● **ASSIGNMENT**
Set down exactly the lines from the one containing "Quick job: Parse the image" through the end of the records below, both included, and nothing else.

►

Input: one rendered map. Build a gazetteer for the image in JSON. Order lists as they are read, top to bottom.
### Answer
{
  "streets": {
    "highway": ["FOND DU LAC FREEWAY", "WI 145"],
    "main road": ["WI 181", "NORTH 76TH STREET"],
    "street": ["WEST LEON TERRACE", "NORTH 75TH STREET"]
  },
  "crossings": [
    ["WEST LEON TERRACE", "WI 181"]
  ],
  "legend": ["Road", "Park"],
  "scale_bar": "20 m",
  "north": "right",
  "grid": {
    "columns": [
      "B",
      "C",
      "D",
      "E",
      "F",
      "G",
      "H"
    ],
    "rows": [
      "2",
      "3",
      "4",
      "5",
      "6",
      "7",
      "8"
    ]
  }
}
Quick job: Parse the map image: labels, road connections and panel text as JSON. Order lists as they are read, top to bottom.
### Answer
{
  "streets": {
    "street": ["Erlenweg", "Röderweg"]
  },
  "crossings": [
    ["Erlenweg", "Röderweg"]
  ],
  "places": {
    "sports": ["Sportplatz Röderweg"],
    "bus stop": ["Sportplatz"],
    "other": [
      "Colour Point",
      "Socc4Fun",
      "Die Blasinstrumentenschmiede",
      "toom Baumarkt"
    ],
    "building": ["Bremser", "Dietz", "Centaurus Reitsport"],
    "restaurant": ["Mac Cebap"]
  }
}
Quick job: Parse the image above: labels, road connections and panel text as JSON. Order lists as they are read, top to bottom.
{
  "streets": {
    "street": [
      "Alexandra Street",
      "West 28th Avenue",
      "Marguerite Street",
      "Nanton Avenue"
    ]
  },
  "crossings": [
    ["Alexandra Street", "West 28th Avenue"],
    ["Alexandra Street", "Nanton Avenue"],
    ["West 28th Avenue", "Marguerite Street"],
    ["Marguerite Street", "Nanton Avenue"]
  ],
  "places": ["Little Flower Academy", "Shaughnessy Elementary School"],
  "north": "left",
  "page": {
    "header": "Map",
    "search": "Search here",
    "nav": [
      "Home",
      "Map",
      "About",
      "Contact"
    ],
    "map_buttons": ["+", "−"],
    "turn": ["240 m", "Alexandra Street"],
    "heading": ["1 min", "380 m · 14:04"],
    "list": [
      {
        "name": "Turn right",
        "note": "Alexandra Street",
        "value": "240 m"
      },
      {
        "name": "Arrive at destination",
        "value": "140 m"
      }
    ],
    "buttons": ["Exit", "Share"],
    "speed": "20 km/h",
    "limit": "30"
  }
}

◄

● **EXERCISE ANSWER**
Quick job: Parse the image above: labels, road connections and panel text as JSON. Order lists as they are read, top to bottom.
{
  "streets": {
    "street": [
      "Alexandra Street",
      "West 28th Avenue",
      "Marguerite Street",
      "Nanton Avenue"
    ]
  },
  "crossings": [
    ["Alexandra Street", "West 28th Avenue"],
    ["Alexandra Street", "Nanton Avenue"],
    ["West 28th Avenue", "Marguerite Street"],
    ["Marguerite Street", "Nanton Avenue"]
  ],
  "places": ["Little Flower Academy", "Shaughnessy Elementary School"],
  "north": "left",
  "page": {
    "header": "Map",
    "search": "Search here",
    "nav": [
      "Home",
      "Map",
      "About",
      "Contact"
    ],
    "map_buttons": ["+", "−"],
    "turn": ["240 m", "Alexandra Street"],
    "heading": ["1 min", "380 m · 14:04"],
    "list": [
      {
        "name": "Turn right",
        "note": "Alexandra Street",
        "value": "240 m"
      },
      {
        "name": "Arrive at destination",
        "value": "140 m"
      }
    ],
    "buttons": ["Exit", "Share"],
    "speed": "20 km/h",
    "limit": "30"
  }
}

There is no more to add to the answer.